AS BINARY! view of strings is back...with UTF-8! (that's only /PART!)

hostilefork · July 23, 2019, 9:33pm

Mutate strings aliased as BINARY!, and vice-versa, as in Rebol2!

Rebol2's AS-BINARY and AS-STRING provided a convenient aliasing between binary and string as Latin1 single-byte characters:

rebol2>> b: as-binary s: "hello"
== #{68656C6C6F}

rebol2>> append b #{68}
== #{68656C6C6F68}

rebol2>> s
== "helloh"  ; binary mutation reflected in original string

rebol2>> append s "ello"
== "hellohello"

rebol2>> b
== #{68656C6C6F68656C6C6F}

That was lost when R3-Alpha's internal string format became too unpredictable (swinging between Latin1 and UCS2) and was only canonized as UTF-8 for I/O. Red suffered a similar fate.

But with UTF-8 Everywhere as the fixed internal format of strings, Ren-C has done some voodoo to bring it back.

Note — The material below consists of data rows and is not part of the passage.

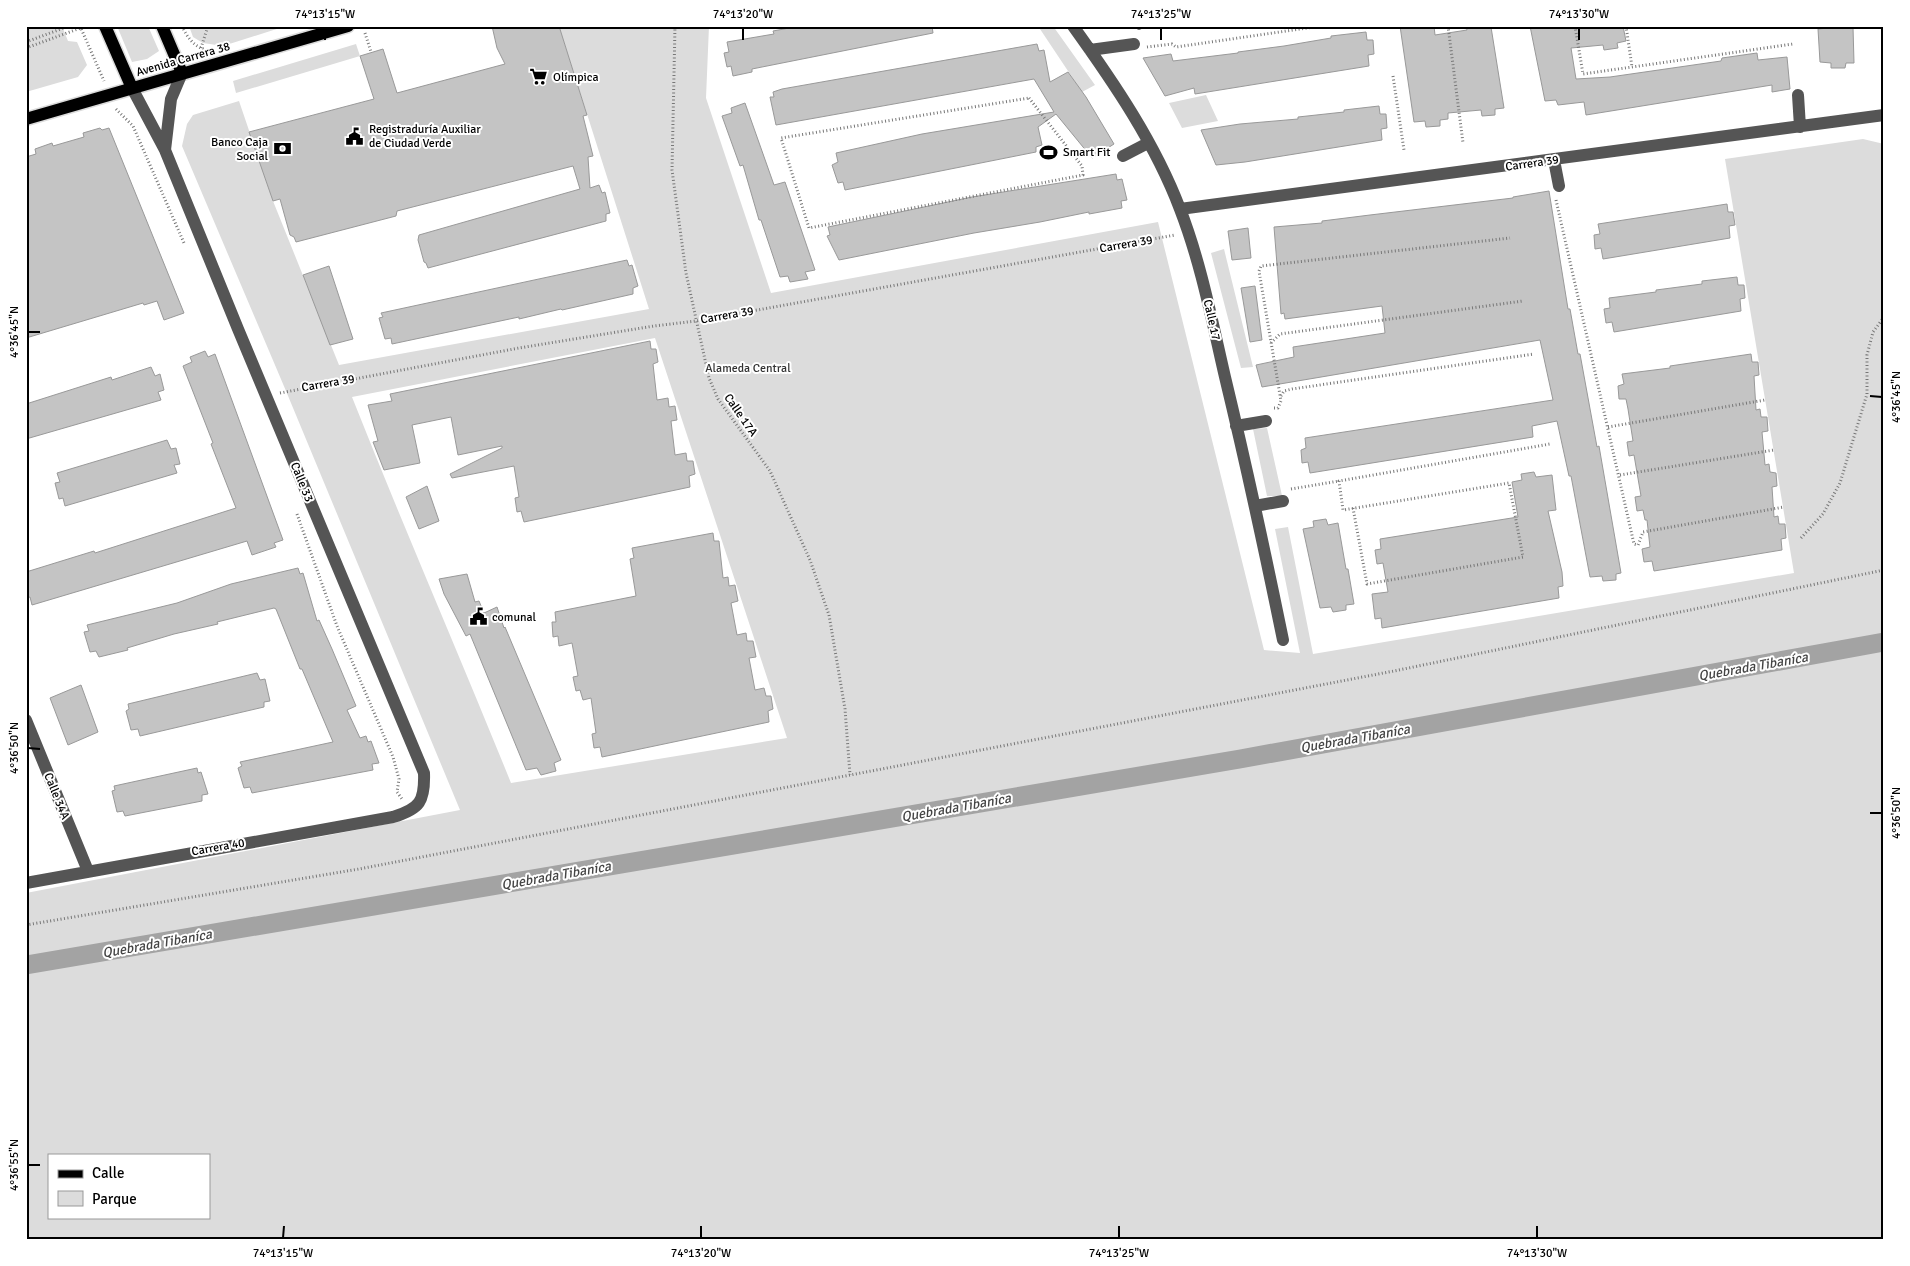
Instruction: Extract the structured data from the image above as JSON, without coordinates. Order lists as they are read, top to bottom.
{
  "streets": {
    "main road": ["Avenida Carrera 38"],
    "street": [
      "Carrera 39",
      "Calle 17",
      "Calle 33",
      "Calle 34A",
      "Carrera 40"
    ],
    "path": ["Calle 17A"]
  },
  "crossings": [
    ["Avenida Carrera 38", "Calle 33"],
    ["Carrera 39", "Calle 17"],
    ["Carrera 39", "Calle 17A"],
    ["Carrera 39", "Calle 33"],
    ["Calle 33", "Carrera 40"],
    ["Calle 34A", "Carrera 40"]
  ],
  "water": ["Quebrada Tibaníca"],
  "parks": ["Alameda Central"],
  "places": {
    "supermarket": ["Olímpica"],
    "public building": ["Registraduría Auxiliar de Ciudad Verde", "comunal"],
    "bank": ["Banco Caja Social"],
    "sports": ["Smart Fit"]
  },
  "legend": ["Calle", "Parque"],
  "coordinates": [
    "74°13'15\"W",
    "74°13'20\"W",
    "74°13'25\"W",
    "74°13'30\"W",
    "4°36'45\"N",
    "4°36'50\"N",
    "4°36'55\"N"
  ]
}
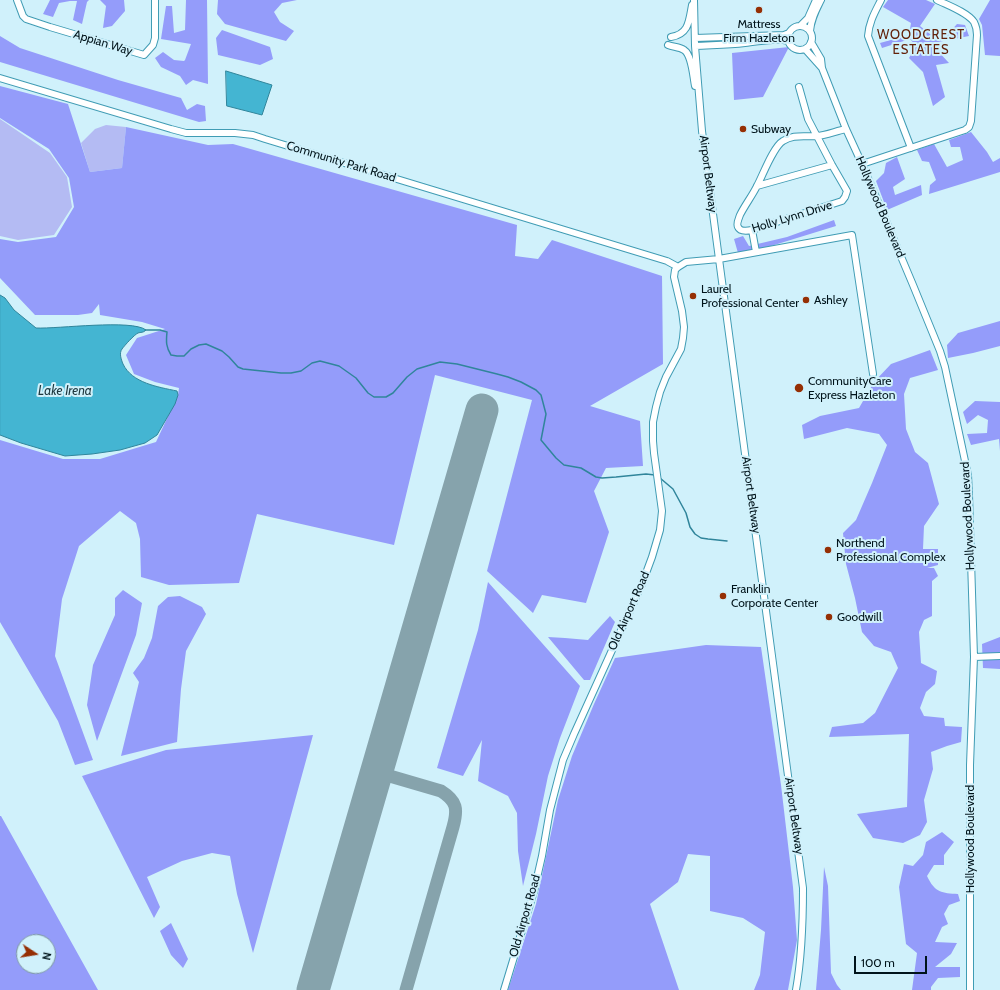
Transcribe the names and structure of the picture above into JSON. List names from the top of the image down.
{
  "streets": {
    "street": [
      "Appian Way",
      "Community Park Road",
      "Airport Beltway",
      "Hollywood Boulevard",
      "Holly Lynn Drive",
      "Old Airport Road"
    ]
  },
  "crossings": [
    ["Community Park Road", "Old Airport Road"]
  ],
  "districts": ["WOODCREST ESTATES"],
  "water": ["Lake Irena"],
  "places": [
    "Mattress Firm Hazleton",
    "Subway",
    "Laurel Professional Center",
    "Ashley",
    "CommunityCare Express Hazleton",
    "Northend Professional Complex",
    "Franklin Corporate Center",
    "Goodwill"
  ],
  "scale_bar": "100 m",
  "north": "right"
}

It offers a more generic AS operation, along with higher-than-UCS2 codepoint support:

>> b: as binary! s: "hello"
== #{68656C6C6F}

>> to binary! "🐱"
== #{F09F90B1}

>> append b #{F09F90B1}  ; add that high-codepoint cat!
== #{68656C6C6FF09F90B1}

>> s
== "hello🐱"

>> append s "hello🐱"
== "hello🐱hello🐱"

>> b
== #{68656C6C6FF09F90B168656C6C6FF09F90B1}

But a binary alias of a string is constrained to staying as valid UTF-8:

>> append b #{FEFEFEFE}
** Internal Error: invalid UTF-8 byte sequence found during decoding

You can actually alias WORD! as BINARY! also, without doing a separate allocation. But it will be read-only view, so all you're doing is saving on memory and GC load:

>> b: as binary! 'immutable-word
== #{696D6D757461626C652D776F7264}

>> append b #{1020}
** Access Error: series is source or permanently locked, can't modify

Similarly, you can alias words as strings...again without making a new allocation, but with the same read-only constraint:

>> t: as tag! 'append
== <append>

>> append t "nope"
** Access Error: series is source or permanently locked, can't modify

The /PART refinement has just been implemented for UTF-8

The controversial behavior can be discussed on issue #2096 (which you can discuss on that ticket). But what R3-Alpha and Red choose to (buggily) implement is that it applies to the target series only...and is thus measured in the units of that series:

>> append/part "abc" [100 "de" "fg"] 2
== "abc10"  ; 2 string units, not "abc100de" from 2 block units

The argument is that COPY/PART on the source series gives you that form /PART if you need it, so this is "strictly more powerful". Rightly or wrongly... Ren-C is now doing it hopefully less buggily (though almost certainly with its own bugs), but with UTF-8 Everywhere support.

If you like, you can limit how much of a binary you extract from UTF-8, counted in bytes:

>> to binary! "🐱"
== #{F09F90B1}

>> append/part #{} "🐱" 2  ; e.g. 2 bytes (half a cat)
== #{F09F}

Extracting bytes from UTF-8 will always work. Going the other way, not all binary strings are valid UTF-8. But as long as the number of characters you ask for in that section of the binary are valid, having other invalid bytes isn't a problem...only when you ask for part out of the unchecked region:

>> append/part "" #{F09F90B1F09F90B1FEFEFEFE} 2  ; e.g. 2 characters
== "🐱🐱" 

>> append/part "" #{F09F90B1F09F90B1FEFEFEFE} 3
** Internal Error: invalid UTF-8 byte sequence found during decoding

If a binary is actually an alias of a UTF-8 string, this can be more efficient by not rescanning... (though the code is still in its early life yet, so it has a number of areas for improvement).

Pretty cool, eh?

hostilefork · July 23, 2019, 9:33pm

The /PART refinement has just been implemented for UTF-8

Enough people have been confused about the purpose of /PART that I wonder if /LIMIT makes more sense. It seems /PART usually has more possibilities than just an INTEGER! of how many series units to add to the destination...where negative numbers can mean something other than "nothing" and series positions can be used.

Philosophically I kind of agree that if /PART makes its way into too many functions where COPY/PART would suffice, it may have a viral nature like the /INTO virus. Finding a more general mechanic--such as being able to make "series slices" without copying them--could keep every routine from thinking it needs it.